Raphael Montes em um papo sobre histórias de crime

Raphael Montes_escritor

Carlos Garcia

O escritor Raphael Montes esteve em Porto Alegre, na última semana, para autografar seu mais recente livro, O vilarejo. Dentro da programação da 61ª Feria do Livro, também conduziu o Workshop Regras para escrever histórias de detetives.

Tendo que atender agenda corrida, o carioca conversou conosco durante seu almoço. Na oportunidade, falou sobre o livro recém lançado, o trabalho para a televisão e a admiração por Moacyr Scliar. Também deu sua opinião sobre o mercado editorial e sobre a abordagem literária nas escolas. Depois da participação na feira, viajou para Passo Fundo para participar de um evento literário no dia seguinte.

Além de O vilarejo, Raphael é autor de Suicidas e Dias perfeitos. Como roteirista, faz roteiros para televisão e cinema. Seus dois primeiros livros estão em processo de adaptação para o cinema. Foi finalista dos prêmio Benvirá de Literatura 2010, Machado de Assis 2012, da Biblioteca Nacional e do prestigiado Prêmio São Paulo de Literatura 2013.


Culturíssima: O seu livro lançado recentemente, O Vilarejo, foi descrito pela Folha de São Paulo como “uma história para ser lida por uma voz soturna em torno de uma fogueira, em noite de lua cheia”. O que você pode nos falar sobre ele?

Raphael Montes: Eu achei muito legal essa frase, foi o que eu mais gostei da resenha.

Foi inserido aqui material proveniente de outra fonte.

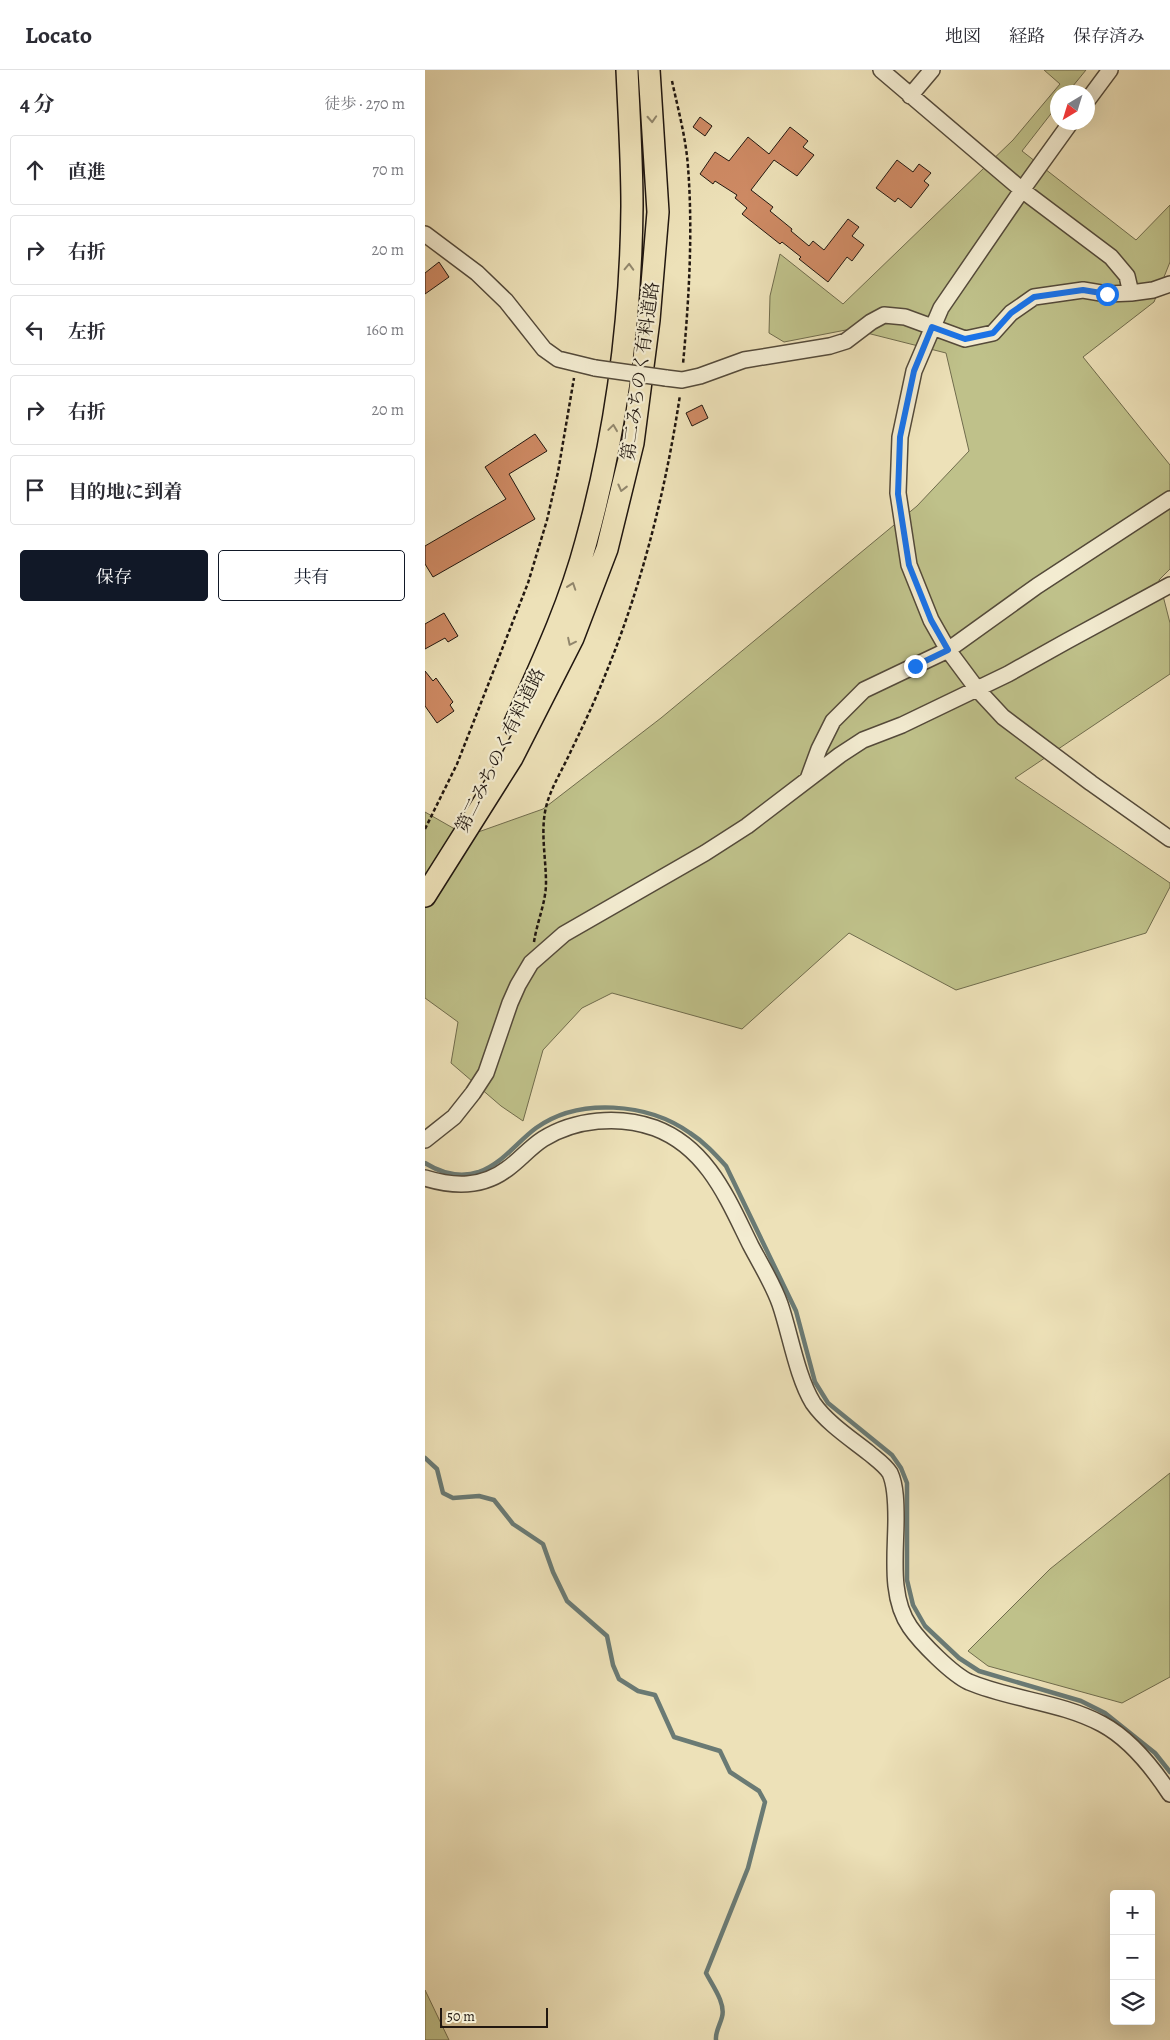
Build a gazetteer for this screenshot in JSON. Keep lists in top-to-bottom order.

É muito louco. O nascimento desse livro foi uma coisa meio estranha. Eu sou uma pessoa muito metódica quando vou escrever, em geral programo o livro antes de fazer, enfim, tenho todo o plot, etc. Esse livro, o Vilarejo, foi escrito entre o Suicidas, que é o meu primeiro romance, e o Dias Perfeitos, que é o meu segundo romance. Entre um e outro, fiz esses contos e não pretendia nem publicar, nem fazer nada com isso, estava fazendo por esporte. Estava lendo muito terror na época, que é um gênero que eu não lia tanto. Lia muito mais policial e suspense, e quase nada de terror. Acho que eu estava tomado por esse gênero e pelo estilo e falei ah vou criar um vilarejo e vou reunir nesse vilarejo pessoas levadas ao limite nos pecados capitais e fui criando a história conforme escrevia. Fiz a primeira, a segunda e aí sim decidi que seriam sete pecados capitais, ou seja, quando escrevi a primeira história, eu nem sabia que seriam pecados capitais, eu só queria escrever uma história num vilarejo. Aí eu pensei, ah que tal se virar um quadrinho?. Aí chamei um amigo meu que é ilustrador, que é o Marcelo Damm, que é quem ilustra o livro. A gente ficou um ano pensando em fazer quadrinhos, não deu certo, aí decidimos, então, fazer um livro ilustrado e chegou ao que é hoje o livro.

Culturíssima: A ideia de fazer uma edição ilustrada partiu de ti?

Raphael Montes: Criar o produto final do jeito que ele está hoje, que é o livro ilustrado, cada história tem duas ilustrações e tal, foi algo criado ao longo do tempo, ao longo de três anos.

Culturíssima: E em algum momento foi pensado em direcionar para o publico infantil?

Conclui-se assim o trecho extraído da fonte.